_Task requirements_
Below are some records; quote exactly the lines from the one that contains "Instruction: Give me" through the one that contains "Annotation task. Dump", inclusive, and no others.

┌─ Given entries

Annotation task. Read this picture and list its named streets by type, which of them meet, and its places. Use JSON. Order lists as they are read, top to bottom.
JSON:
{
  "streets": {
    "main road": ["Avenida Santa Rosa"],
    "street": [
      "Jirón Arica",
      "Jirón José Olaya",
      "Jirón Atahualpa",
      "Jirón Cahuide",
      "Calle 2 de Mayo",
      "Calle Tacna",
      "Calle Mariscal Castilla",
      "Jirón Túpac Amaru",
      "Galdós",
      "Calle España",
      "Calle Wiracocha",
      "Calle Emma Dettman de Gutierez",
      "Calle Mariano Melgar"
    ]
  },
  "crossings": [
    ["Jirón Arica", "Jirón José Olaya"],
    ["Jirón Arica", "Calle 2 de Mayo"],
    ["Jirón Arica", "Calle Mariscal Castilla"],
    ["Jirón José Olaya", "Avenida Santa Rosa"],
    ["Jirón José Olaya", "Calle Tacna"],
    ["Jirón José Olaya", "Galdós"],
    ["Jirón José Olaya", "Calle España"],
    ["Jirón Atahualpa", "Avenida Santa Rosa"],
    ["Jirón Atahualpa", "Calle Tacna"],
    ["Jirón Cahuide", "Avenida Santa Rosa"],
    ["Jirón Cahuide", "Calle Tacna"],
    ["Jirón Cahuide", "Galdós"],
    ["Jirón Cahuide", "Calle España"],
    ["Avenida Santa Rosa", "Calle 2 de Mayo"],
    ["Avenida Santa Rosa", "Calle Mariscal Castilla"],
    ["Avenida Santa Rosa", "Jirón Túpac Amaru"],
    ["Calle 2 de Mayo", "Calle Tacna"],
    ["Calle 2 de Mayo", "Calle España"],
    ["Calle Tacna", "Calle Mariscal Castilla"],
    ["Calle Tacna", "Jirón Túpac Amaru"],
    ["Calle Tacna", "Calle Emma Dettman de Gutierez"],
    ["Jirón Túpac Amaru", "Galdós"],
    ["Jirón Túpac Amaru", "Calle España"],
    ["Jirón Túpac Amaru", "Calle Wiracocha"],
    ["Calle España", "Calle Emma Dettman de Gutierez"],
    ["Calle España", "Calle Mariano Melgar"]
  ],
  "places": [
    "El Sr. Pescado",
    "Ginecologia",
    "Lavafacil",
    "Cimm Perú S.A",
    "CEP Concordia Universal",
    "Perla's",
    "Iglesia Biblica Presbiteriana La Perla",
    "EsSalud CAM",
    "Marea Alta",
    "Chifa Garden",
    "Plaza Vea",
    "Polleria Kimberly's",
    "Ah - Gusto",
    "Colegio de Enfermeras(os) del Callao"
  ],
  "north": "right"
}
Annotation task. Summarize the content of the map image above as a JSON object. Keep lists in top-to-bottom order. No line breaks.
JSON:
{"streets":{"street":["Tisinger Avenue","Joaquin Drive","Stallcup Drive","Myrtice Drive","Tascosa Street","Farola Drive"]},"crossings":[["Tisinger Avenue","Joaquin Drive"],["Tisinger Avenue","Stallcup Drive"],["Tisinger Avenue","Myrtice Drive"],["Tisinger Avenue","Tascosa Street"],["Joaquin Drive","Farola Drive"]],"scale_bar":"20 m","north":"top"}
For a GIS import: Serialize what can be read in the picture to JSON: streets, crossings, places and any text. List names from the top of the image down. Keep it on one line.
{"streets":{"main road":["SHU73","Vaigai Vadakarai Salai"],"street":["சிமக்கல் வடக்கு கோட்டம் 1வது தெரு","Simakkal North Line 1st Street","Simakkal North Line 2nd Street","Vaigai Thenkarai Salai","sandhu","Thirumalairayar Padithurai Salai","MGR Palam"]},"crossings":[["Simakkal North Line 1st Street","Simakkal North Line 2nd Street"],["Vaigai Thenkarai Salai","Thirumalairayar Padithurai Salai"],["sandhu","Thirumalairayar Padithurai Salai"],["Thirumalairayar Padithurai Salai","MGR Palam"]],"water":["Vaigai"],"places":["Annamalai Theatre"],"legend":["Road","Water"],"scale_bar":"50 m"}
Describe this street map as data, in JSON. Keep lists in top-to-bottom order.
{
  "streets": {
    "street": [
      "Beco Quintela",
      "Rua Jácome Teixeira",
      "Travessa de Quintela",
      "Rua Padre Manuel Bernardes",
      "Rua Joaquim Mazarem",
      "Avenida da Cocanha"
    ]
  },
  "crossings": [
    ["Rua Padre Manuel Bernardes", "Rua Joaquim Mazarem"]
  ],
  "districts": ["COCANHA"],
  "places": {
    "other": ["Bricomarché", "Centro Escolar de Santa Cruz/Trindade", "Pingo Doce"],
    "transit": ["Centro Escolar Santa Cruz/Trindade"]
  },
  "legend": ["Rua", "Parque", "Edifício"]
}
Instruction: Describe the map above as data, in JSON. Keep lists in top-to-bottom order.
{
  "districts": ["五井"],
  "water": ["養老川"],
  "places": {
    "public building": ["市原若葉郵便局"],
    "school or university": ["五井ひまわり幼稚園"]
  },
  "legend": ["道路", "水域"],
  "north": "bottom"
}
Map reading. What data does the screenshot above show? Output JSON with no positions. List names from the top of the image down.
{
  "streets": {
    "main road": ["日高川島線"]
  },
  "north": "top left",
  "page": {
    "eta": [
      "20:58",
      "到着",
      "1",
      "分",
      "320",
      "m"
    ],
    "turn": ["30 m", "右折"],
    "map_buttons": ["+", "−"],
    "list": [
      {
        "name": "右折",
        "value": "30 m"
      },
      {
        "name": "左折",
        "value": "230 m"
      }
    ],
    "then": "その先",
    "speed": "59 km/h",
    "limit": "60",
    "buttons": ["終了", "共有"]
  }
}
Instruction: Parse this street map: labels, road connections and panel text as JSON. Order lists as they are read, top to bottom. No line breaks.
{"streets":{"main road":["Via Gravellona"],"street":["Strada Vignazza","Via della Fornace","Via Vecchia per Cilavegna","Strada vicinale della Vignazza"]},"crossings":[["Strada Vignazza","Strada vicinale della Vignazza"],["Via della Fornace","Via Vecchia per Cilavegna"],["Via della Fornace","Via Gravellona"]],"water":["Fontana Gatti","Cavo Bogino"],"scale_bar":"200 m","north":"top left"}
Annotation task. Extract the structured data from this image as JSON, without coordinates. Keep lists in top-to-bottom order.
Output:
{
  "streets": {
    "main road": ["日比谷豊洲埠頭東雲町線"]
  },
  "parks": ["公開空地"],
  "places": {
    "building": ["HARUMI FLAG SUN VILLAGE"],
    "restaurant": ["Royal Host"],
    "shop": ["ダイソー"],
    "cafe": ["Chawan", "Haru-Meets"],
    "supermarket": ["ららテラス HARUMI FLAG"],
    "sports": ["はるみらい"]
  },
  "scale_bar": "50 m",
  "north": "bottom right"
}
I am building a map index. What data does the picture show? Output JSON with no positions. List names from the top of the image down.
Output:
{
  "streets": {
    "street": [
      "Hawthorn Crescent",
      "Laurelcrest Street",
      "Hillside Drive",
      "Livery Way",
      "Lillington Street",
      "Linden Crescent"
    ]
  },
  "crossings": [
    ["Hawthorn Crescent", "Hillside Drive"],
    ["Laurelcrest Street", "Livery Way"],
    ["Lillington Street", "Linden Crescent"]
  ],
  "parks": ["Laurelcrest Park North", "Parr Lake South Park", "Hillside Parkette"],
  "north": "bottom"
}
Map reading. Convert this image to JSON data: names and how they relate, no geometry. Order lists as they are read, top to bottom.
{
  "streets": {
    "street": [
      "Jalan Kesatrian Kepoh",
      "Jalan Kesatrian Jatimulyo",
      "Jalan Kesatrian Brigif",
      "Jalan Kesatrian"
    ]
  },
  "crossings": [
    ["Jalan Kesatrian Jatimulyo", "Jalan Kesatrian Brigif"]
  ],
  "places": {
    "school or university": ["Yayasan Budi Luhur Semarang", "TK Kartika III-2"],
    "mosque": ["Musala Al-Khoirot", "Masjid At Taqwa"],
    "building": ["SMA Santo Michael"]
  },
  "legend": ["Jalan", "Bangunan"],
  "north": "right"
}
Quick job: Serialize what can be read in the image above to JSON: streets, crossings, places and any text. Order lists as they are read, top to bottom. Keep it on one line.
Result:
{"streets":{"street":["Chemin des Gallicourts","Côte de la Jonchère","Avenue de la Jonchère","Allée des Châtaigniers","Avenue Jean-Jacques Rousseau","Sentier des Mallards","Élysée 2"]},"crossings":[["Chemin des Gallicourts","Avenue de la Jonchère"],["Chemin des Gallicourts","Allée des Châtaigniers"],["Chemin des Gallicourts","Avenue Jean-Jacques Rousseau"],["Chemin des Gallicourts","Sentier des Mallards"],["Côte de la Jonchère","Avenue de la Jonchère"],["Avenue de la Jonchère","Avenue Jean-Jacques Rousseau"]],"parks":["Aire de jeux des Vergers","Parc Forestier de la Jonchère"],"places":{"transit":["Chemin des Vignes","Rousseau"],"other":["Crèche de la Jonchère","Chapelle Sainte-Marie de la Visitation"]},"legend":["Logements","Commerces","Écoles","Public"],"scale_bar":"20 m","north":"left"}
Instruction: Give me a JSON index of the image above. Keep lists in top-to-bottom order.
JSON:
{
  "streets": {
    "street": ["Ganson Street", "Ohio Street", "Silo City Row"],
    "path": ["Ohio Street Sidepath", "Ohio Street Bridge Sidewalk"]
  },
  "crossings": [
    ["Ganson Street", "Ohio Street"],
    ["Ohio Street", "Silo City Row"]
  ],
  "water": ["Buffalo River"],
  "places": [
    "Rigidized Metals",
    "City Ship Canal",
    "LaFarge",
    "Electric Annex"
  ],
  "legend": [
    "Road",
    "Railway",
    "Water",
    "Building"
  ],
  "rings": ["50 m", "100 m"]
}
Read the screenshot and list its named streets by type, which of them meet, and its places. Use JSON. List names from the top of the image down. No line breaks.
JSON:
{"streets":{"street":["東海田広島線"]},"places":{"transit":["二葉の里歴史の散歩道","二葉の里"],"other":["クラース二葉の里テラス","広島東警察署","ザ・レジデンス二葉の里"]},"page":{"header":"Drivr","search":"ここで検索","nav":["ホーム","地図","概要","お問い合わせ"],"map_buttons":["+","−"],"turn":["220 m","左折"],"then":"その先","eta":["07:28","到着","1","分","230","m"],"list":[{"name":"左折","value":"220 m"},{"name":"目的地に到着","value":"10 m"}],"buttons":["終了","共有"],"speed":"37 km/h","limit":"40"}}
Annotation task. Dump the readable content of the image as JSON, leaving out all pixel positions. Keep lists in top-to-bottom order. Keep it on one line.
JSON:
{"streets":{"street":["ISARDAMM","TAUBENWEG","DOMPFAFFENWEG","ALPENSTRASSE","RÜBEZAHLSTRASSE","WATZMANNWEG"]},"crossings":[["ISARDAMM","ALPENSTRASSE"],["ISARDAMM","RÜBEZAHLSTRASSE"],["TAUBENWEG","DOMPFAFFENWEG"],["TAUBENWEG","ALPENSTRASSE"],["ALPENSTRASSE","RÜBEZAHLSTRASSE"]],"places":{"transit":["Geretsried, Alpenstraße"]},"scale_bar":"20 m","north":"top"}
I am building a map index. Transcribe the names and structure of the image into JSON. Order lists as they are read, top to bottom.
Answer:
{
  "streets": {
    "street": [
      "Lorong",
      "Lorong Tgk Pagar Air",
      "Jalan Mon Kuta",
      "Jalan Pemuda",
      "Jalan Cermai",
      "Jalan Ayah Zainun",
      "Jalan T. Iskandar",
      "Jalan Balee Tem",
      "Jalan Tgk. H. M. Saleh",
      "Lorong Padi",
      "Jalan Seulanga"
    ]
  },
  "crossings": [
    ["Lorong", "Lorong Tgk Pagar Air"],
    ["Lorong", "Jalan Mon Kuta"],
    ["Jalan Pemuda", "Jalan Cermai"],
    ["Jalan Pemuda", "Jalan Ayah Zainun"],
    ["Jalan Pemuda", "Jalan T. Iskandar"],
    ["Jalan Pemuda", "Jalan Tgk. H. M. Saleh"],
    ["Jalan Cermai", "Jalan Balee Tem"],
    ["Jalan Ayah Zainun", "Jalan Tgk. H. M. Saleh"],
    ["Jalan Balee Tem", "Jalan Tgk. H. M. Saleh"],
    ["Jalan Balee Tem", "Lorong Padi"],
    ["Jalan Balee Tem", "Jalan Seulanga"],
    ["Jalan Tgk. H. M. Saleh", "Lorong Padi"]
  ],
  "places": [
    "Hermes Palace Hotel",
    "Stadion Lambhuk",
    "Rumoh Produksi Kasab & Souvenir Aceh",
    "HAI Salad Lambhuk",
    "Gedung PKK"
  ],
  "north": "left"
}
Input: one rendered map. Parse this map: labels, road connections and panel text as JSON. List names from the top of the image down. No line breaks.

└─

_Output of the task_
Instruction: Give me a JSON index of the image above. Keep lists in top-to-bottom order.
JSON:
{
  "streets": {
    "street": ["Ganson Street", "Ohio Street", "Silo City Row"],
    "path": ["Ohio Street Sidepath", "Ohio Street Bridge Sidewalk"]
  },
  "crossings": [
    ["Ganson Street", "Ohio Street"],
    ["Ohio Street", "Silo City Row"]
  ],
  "water": ["Buffalo River"],
  "places": [
    "Rigidized Metals",
    "City Ship Canal",
    "LaFarge",
    "Electric Annex"
  ],
  "legend": [
    "Road",
    "Railway",
    "Water",
    "Building"
  ],
  "rings": ["50 m", "100 m"]
}
Read the screenshot and list its named streets by type, which of them meet, and its places. Use JSON. List names from the top of the image down. No line breaks.
JSON:
{"streets":{"street":["東海田広島線"]},"places":{"transit":["二葉の里歴史の散歩道","二葉の里"],"other":["クラース二葉の里テラス","広島東警察署","ザ・レジデンス二葉の里"]},"page":{"header":"Drivr","search":"ここで検索","nav":["ホーム","地図","概要","お問い合わせ"],"map_buttons":["+","−"],"turn":["220 m","左折"],"then":"その先","eta":["07:28","到着","1","分","230","m"],"list":[{"name":"左折","value":"220 m"},{"name":"目的地に到着","value":"10 m"}],"buttons":["終了","共有"],"speed":"37 km/h","limit":"40"}}
Annotation task. Dump the readable content of the image as JSON, leaving out all pixel positions. Keep lists in top-to-bottom order. Keep it on one line.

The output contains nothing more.